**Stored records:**
- - -
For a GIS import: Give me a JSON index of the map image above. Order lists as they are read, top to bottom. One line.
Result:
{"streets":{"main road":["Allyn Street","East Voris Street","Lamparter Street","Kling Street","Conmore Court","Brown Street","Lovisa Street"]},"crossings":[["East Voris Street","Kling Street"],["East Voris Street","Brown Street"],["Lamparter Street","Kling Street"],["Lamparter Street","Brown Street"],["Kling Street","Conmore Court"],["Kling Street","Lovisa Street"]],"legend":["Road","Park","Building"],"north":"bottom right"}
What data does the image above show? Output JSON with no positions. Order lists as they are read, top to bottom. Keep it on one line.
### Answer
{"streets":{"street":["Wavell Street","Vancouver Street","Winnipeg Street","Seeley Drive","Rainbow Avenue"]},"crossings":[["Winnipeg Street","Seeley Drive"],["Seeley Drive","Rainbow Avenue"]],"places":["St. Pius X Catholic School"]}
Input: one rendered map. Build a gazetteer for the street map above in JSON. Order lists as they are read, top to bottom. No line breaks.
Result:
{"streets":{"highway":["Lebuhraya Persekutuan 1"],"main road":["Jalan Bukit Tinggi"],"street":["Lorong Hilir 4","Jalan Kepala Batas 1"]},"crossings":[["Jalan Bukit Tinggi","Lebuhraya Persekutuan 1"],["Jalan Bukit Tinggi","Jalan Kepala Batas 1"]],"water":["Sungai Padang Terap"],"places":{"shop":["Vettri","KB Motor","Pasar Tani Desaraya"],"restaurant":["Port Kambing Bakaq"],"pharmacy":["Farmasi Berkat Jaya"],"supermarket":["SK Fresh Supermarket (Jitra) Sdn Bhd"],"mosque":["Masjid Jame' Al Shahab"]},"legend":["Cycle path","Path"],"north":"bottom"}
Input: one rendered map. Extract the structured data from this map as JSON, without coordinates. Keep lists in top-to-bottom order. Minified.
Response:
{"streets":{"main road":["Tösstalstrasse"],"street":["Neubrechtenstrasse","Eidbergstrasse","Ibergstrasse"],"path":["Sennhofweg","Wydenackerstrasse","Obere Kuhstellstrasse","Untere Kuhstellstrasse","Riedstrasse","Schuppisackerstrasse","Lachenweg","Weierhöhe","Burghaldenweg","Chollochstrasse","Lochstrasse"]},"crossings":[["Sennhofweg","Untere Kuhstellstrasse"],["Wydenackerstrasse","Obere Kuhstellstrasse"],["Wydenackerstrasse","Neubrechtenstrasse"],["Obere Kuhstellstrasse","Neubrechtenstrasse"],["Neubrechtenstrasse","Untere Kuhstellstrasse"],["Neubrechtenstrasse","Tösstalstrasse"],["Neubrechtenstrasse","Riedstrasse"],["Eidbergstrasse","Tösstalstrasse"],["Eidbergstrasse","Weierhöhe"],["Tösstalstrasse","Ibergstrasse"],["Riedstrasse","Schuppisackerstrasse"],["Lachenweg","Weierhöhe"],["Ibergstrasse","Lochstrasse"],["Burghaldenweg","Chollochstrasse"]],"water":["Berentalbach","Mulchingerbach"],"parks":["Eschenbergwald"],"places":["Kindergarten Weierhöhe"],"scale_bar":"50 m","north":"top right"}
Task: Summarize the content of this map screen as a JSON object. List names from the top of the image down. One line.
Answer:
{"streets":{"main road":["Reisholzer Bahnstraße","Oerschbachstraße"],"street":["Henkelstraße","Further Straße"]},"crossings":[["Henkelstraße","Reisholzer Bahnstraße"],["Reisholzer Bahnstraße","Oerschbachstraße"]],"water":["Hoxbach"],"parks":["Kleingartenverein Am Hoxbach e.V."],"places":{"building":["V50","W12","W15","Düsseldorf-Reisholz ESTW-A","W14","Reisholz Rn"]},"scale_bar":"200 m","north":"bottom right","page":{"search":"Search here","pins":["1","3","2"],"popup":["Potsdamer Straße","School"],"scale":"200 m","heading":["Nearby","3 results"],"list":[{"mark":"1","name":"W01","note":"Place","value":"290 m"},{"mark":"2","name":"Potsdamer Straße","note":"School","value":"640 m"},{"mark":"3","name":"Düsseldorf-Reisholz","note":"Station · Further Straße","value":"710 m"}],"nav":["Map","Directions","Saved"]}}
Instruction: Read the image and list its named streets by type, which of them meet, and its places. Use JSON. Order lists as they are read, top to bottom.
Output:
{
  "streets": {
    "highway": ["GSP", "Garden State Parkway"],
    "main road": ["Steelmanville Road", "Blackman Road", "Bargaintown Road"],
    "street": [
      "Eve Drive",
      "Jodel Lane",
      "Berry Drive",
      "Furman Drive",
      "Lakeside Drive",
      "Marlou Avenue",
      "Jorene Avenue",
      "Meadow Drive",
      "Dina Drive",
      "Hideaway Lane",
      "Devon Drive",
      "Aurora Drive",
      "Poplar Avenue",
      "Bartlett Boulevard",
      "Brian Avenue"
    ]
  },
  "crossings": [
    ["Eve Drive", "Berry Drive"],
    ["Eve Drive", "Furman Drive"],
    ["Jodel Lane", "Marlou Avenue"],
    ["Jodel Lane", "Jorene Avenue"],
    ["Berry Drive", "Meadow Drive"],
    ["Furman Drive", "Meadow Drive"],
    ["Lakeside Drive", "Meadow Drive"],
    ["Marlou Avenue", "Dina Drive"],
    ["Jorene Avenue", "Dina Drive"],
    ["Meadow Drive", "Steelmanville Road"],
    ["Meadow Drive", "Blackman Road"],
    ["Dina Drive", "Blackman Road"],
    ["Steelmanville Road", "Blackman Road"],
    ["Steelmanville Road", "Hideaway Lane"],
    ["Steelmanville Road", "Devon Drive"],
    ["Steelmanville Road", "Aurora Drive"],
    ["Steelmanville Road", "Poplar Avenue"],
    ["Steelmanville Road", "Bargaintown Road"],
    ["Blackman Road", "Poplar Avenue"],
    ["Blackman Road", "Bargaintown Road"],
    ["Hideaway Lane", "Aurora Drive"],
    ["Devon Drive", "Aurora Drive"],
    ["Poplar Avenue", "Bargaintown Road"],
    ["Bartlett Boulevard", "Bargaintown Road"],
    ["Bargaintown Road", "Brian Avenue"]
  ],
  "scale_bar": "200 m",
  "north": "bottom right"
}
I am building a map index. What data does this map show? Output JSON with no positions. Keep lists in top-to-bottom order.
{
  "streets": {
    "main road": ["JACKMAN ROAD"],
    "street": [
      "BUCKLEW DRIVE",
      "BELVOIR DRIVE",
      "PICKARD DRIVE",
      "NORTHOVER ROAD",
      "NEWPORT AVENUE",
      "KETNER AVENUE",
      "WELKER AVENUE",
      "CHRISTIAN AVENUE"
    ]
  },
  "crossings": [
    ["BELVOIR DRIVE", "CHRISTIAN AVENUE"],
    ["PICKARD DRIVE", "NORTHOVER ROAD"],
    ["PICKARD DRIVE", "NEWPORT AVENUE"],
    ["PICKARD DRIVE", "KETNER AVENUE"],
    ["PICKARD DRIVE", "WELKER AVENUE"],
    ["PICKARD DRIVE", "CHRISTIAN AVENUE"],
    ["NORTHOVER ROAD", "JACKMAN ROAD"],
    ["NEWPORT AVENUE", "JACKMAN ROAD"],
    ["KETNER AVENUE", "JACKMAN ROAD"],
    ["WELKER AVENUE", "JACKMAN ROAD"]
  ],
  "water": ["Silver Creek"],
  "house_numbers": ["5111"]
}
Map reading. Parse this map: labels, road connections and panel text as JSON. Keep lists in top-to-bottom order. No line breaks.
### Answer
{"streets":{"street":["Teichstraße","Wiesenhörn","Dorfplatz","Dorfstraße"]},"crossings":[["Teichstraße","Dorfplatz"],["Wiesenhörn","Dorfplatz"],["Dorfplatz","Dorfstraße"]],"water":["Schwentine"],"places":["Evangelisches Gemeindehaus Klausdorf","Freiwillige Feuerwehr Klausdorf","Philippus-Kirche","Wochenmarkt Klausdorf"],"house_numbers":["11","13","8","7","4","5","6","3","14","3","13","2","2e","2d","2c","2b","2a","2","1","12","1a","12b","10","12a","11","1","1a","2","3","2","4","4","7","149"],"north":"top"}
- - -
Count all lines of the data that include "above". The answer is the number alone.

3